Exercise: Whenever a line in the data contains "rotate", show that line.

Excerpted records:
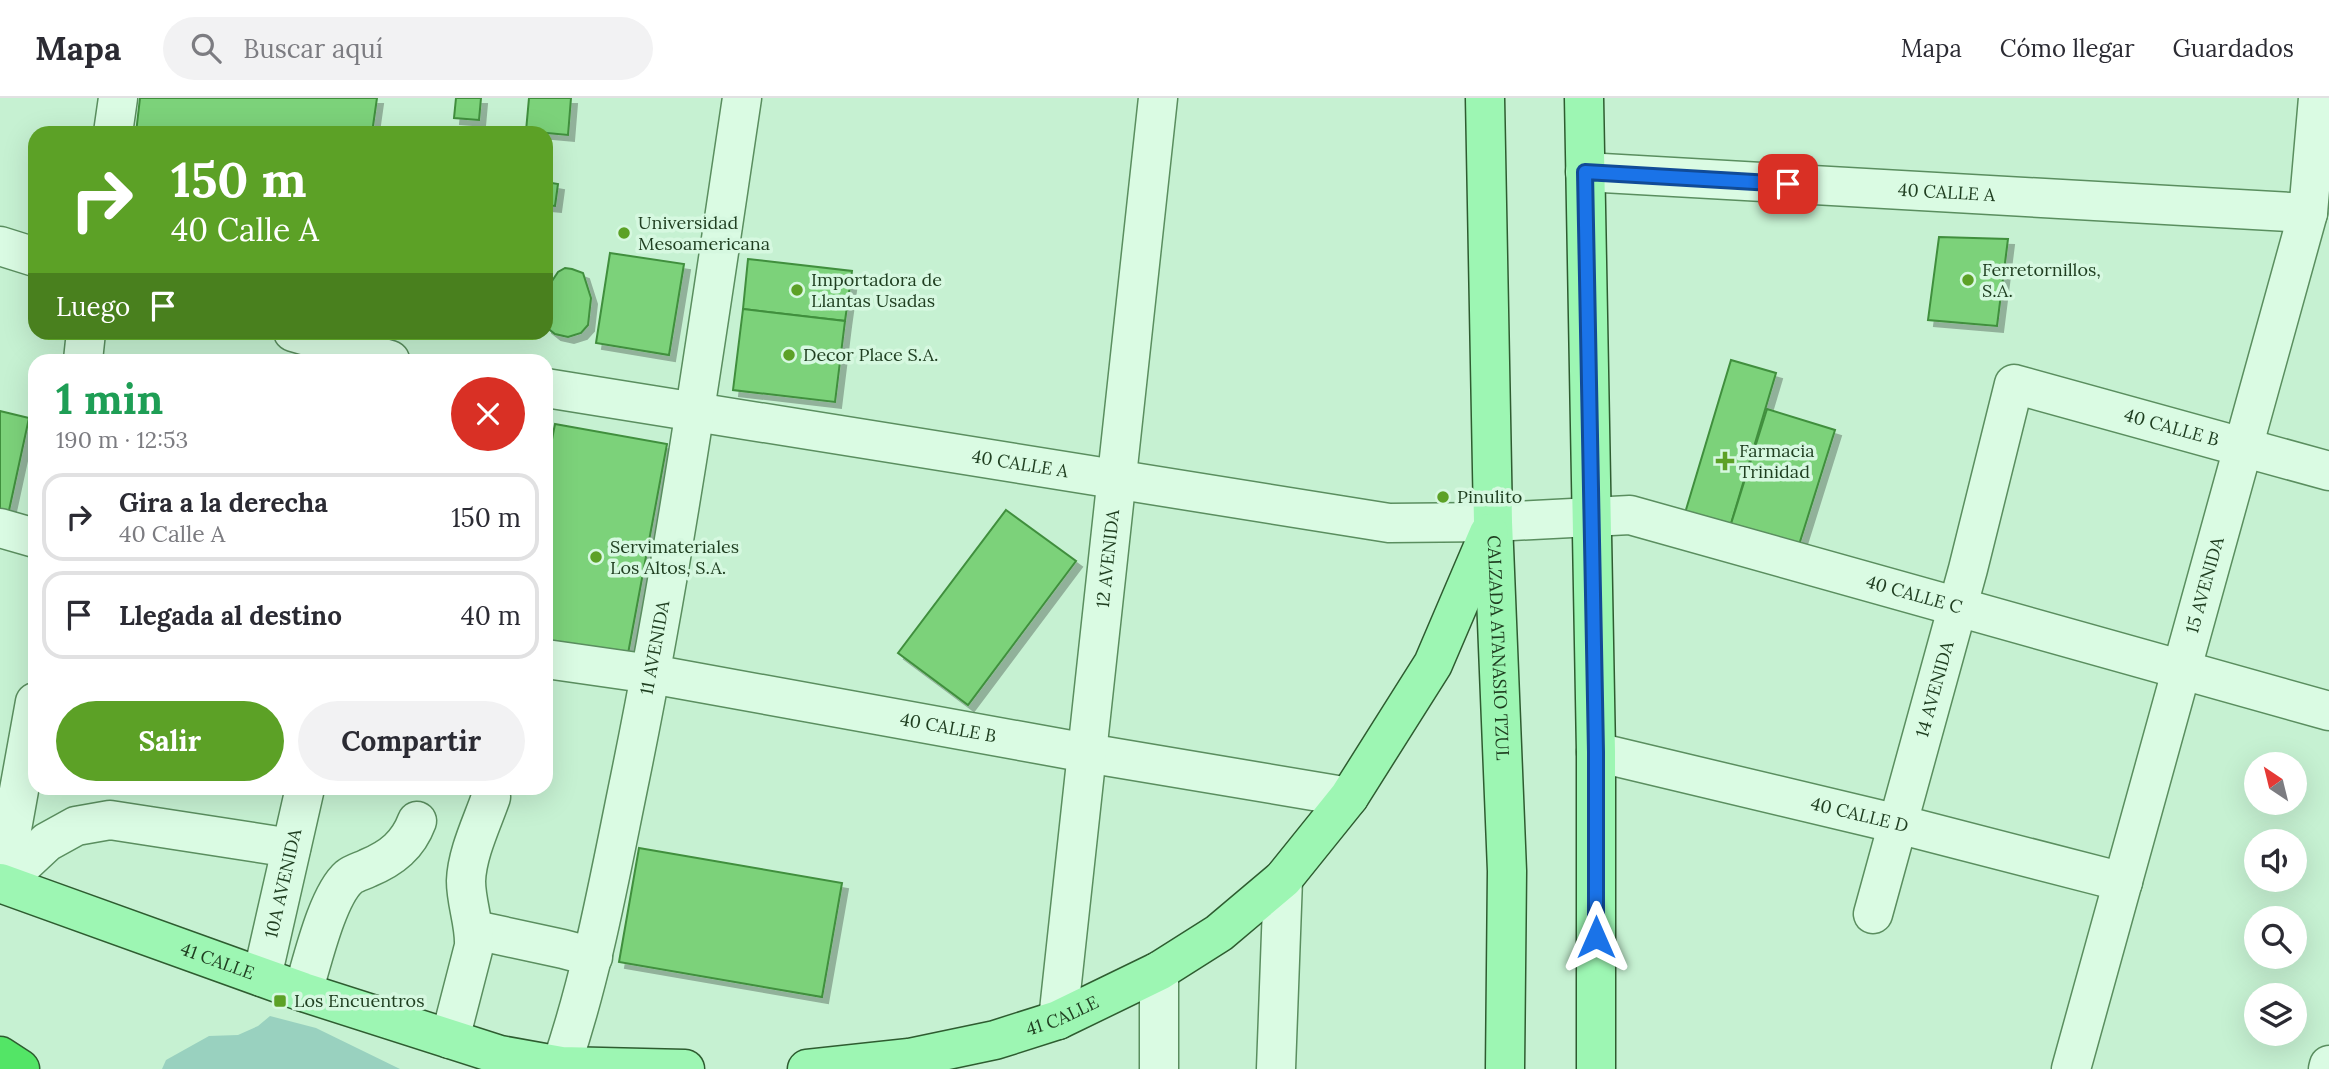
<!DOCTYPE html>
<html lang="es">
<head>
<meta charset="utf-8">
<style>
  body { margin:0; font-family:Lora,serif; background:#f2f2f3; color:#2b2b33; height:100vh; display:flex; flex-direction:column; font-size:26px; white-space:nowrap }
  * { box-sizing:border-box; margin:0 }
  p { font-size:23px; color:#7c7c81 }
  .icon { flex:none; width:38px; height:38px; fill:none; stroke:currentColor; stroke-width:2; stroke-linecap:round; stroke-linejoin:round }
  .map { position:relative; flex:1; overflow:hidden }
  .panel { position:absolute; left:28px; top:256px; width:525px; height:441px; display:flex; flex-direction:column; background:#fff; border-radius:21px; box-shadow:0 7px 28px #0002 }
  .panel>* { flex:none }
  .banner { position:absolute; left:28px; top:28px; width:525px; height:214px; border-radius:21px; box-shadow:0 7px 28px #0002; background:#5ca126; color:#fff; overflow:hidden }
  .needle { width:46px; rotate:325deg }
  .buttons { position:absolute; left:2244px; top:654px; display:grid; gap:14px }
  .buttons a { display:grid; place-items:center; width:63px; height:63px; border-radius:50%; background:#fff; box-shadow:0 7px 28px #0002; font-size:35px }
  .pin { position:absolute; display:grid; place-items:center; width:60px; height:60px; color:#fff; margin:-30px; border-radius:14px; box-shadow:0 4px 10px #0006 }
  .me { position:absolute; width:77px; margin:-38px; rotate:0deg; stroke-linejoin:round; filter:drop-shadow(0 0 5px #0008) }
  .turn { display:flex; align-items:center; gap:24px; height:147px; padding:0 28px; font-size:32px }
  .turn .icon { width:91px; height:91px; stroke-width:2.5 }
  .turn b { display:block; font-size:49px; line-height:60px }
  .then { display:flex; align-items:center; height:66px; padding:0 28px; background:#0003; gap:14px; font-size:26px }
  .round { display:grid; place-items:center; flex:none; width:74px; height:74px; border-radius:37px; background:#f2f2f3 }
  .headline { display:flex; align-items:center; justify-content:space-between; height:119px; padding:0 28px }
  h1 { font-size:42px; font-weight:800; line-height:52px; color:#1e9e55 }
  .button { display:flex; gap:14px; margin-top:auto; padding:14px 28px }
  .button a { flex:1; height:80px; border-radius:42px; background:#5ca126; color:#fff; font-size:28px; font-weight:800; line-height:80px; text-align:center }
  .button a+a { background:#f2f2f3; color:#2b2b33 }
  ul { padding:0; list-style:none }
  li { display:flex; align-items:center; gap:21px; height:88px; margin:0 14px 10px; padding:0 14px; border:4px solid #e1e1e2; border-radius:21px }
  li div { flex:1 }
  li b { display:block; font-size:26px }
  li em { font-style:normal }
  header { display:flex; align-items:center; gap:42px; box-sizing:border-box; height:98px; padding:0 35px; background:#fff; border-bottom:2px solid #e1e1e2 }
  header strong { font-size:33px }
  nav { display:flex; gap:38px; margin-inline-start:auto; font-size:24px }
  .search { width:490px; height:63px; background:#f2f2f3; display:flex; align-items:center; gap:18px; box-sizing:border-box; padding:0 24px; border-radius:38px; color:#7c7c81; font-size:26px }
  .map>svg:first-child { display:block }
</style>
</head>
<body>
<header>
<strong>Mapa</strong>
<div class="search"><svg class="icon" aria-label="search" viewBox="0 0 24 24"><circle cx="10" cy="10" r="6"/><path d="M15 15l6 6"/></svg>Buscar aquí</div>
<nav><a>Mapa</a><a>Cómo llegar</a><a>Guardados</a></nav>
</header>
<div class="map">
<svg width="2329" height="971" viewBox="0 0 2329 971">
  <defs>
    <filter id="shadow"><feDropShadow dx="6" dy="6" stdDeviation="0" flood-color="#0004"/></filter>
  </defs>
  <rect width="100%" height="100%" fill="#c6f1d2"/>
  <!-- green -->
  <path fill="#99d1bf" d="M270,918l46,12 84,41h-238l4,-9 43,-24 29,-1 20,-9z"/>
  <!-- building -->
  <g fill="#7bd27a" stroke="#418f3e" stroke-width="2" filter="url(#shadow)">
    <path d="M140,0h237l-5,35h-236z"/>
    <path d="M456,0h25l-2,22 -25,-2z"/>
    <path d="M529,0h42l-3,37 -42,-4z"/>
    <path d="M546,84l12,2 -3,22 -9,-1z"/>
    <path d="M1939,139l69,2 -11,87 -69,-6z"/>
    <path d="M610,155l74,11 -15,91 -73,-12z"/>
    <path d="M748,161l104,12 -7,50 -102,-12z"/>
    <path d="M565,170l7,1 11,4 8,25 -3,27 -7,8 -13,4 -13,-3 -9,-7v-37l12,-18z"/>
    <path d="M743,211l102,12 -10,81 -102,-12z"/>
    <path d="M1731,262l45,13 -46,154 -45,-14z"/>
    <path d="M1767,311l68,21 -37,118 -68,-21z"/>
    <path d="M0,313l29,7 -21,97 -8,-1z"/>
    <path d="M555,326l112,20 -40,215 -81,-15v-174z"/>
    <path d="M1006,412l70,51 -108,144 -70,-52z"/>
    <path d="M639,750l203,35 -20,114 -203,-35z"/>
  </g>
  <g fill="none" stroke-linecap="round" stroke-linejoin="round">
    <!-- minor casing -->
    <g stroke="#5a8e5f" stroke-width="41">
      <g id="minor">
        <path d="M113,35l5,-35"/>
        <path id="s1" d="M1585,74l723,41"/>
        <path d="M0,148l35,11"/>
        <path d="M293,234l97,28"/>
        <path d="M83,262l3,-28"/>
        <path id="s2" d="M546,290l843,135 104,-1 137,-7 699,196"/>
        <path d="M0,430l35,10"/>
        <path id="s3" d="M546,561l105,15 436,79 262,44"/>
        <path id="s4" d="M1596,654l302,72 225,58"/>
        <path d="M2,786l45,-42 29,-16 34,-6 181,28"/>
        <path d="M2,786l33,-182"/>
        <path id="s5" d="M1873,816l95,-345 46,-185 315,87"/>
        <path d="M475,832l88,19 30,8"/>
        <path id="s6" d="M262,879l43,-189"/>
        <path d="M303,894c9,-29 24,-96 46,-115 5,-4 13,-6 19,-9 24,-10 40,-23 49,-47"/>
        <path id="s7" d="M1058,922l100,-922"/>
        <path d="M450,941l24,-93c1,-22 -8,-43 -8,-65 1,-28 16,-58 25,-84"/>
        <path id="s8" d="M561,968c32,-94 49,-191 69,-288 46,-225 78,-453 112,-680"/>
        <path d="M1159,971v-98"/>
        <path d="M1276,971l7,-190"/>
        <path id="s9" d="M2071,971l237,-856 10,-115"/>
        <path d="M2328,971l1,-4"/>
      </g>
    </g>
    <!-- major casing -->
    <g stroke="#2e5c30" stroke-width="41">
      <g id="major">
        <path id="s10" d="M1485,0l8,424 14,349 -2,198"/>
        <path d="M1584,0l12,654v317"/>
        <path id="s11" d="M0,785l303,109 197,63 61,11 124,3"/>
        <path id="s12" d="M807,971l102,-11 86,-18 63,-20 101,-49 60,-38 64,-54 66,-82 84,-133 56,-131"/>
      </g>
    </g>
    <!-- highway casing -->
    <g stroke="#2e5c30" stroke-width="41">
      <path id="highway" d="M0,958l20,13"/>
    </g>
    <!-- minor -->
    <use href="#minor" stroke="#dafbe3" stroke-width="38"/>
    <!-- major -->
    <use href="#major" stroke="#9df6b3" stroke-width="38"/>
    <!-- highway -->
    <use href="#highway" stroke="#53e566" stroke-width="38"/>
  </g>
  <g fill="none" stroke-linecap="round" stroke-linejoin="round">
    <!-- route casing -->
    <g stroke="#114b97" stroke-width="18">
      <path id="route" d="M1596,839v-185l-11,-580 203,12"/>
    </g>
    <!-- route -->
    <use href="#route" stroke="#1a73e8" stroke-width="12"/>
  </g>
  <!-- markers -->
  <g fill="#5ca126" stroke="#d6f8e0" stroke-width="2.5">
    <circle cx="624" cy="135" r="7"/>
    <circle cx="1968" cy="182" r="7"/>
    <circle cx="797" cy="192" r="7"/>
    <circle cx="789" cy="257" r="7"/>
    <path d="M1721.5 352.5h7v7h7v7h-7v7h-7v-7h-7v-7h7z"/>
    <circle cx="1443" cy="399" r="7"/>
    <circle cx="596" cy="459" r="7"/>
    <rect x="273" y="896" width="14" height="14" rx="3.5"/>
  </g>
  <g text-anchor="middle" stroke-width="7" stroke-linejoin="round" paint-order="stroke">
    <!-- street labels -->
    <g font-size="18" fill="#1f3e20" stroke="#d6f8e0">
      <text dy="6" stroke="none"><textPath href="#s1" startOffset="362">40 CALLE A</textPath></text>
      <text dy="6" stroke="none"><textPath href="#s5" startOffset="712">40 CALLE B</textPath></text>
      <text dy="6" stroke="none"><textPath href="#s2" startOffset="480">40 CALLE A</textPath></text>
      <text dy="6" stroke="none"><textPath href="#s7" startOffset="464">12 AVENIDA</textPath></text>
      <text dy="6" stroke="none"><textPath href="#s9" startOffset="502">15 AVENIDA</textPath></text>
      <text dy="6" stroke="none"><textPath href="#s2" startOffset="1390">40 CALLE C</textPath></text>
      <text dy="6" stroke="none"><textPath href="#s10" startOffset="550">CALZADA ATANASIO TZUL</textPath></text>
      <text dy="6" stroke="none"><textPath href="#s8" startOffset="429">11 AVENIDA</textPath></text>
      <text dy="6" stroke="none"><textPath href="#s5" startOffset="233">14 AVENIDA</textPath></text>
      <text dy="6" stroke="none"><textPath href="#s3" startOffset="408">40 CALLE B</textPath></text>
      <text dy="6" stroke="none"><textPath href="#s4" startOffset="271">40 CALLE D</textPath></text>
      <text dy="6" stroke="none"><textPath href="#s6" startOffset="96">10A AVENIDA</textPath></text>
      <text dy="6" stroke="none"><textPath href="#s11" startOffset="231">41 CALLE</textPath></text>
      <text dy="6" stroke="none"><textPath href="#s12" startOffset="262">41 CALLE</textPath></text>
    </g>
    <!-- poi labels -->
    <g font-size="18" fill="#1f3e20" stroke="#d6f8e0" text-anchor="start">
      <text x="638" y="131">Universidad<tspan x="638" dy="21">Mesoamericana</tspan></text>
      <text x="1982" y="178">Ferretornillos,<tspan x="1982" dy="21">S.A.</tspan></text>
      <text x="811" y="188">Importadora de<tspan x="811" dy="21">Llantas Usadas</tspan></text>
      <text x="803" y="263">Decor Place S.A.</text>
      <text x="1739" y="359">Farmacia<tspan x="1739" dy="21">Trinidad</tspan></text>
      <text x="1457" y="405">Pinulito</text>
      <text x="610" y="455">Servimateriales<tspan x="610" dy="21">Los Altos, S.A.</tspan></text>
      <text x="294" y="909">Los Encuentros</text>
    </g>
  </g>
</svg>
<div class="buttons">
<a><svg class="needle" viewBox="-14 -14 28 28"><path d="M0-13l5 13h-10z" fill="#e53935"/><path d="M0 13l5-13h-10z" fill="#7c7c81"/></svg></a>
<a><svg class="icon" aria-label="sound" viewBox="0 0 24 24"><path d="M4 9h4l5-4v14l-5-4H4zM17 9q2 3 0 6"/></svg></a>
<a><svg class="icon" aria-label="search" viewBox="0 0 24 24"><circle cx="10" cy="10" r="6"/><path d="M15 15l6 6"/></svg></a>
<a><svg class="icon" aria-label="layers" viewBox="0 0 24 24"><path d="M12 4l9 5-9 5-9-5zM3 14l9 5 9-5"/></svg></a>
</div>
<div class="pin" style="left:1788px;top:86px;background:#d93025"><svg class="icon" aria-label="arrive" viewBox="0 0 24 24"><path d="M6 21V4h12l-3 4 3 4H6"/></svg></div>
<svg class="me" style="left:1596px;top:839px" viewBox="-20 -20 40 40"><path d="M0-17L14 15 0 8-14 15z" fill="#1a73e8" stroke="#fff" stroke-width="4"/></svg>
<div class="banner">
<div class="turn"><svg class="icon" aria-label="right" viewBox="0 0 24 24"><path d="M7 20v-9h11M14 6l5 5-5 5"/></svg><div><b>150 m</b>40 Calle A</div></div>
<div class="then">Luego<svg class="icon" aria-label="arrive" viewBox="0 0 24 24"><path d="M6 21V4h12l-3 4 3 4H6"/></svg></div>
</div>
<section class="panel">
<div class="headline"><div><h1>1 min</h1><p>190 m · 12:53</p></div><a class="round" style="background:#d93025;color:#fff"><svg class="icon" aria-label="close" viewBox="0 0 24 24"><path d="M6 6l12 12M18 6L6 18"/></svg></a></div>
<ul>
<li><svg class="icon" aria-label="right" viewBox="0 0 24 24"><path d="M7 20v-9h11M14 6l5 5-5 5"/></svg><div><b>Gira a la derecha</b><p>40 Calle A</p></div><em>150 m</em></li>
<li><svg class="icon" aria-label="arrive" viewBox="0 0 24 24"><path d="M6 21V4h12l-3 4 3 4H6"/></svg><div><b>Llegada al destino</b></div><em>40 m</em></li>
</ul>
<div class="button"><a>Salir</a><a>Compartir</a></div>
</section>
</div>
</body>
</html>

Solution for this exercise:
  .needle { width:46px; rotate:325deg }
  .me { position:absolute; width:77px; margin:-38px; rotate:0deg; stroke-linejoin:round; filter:drop-shadow(0 0 5px #0008) }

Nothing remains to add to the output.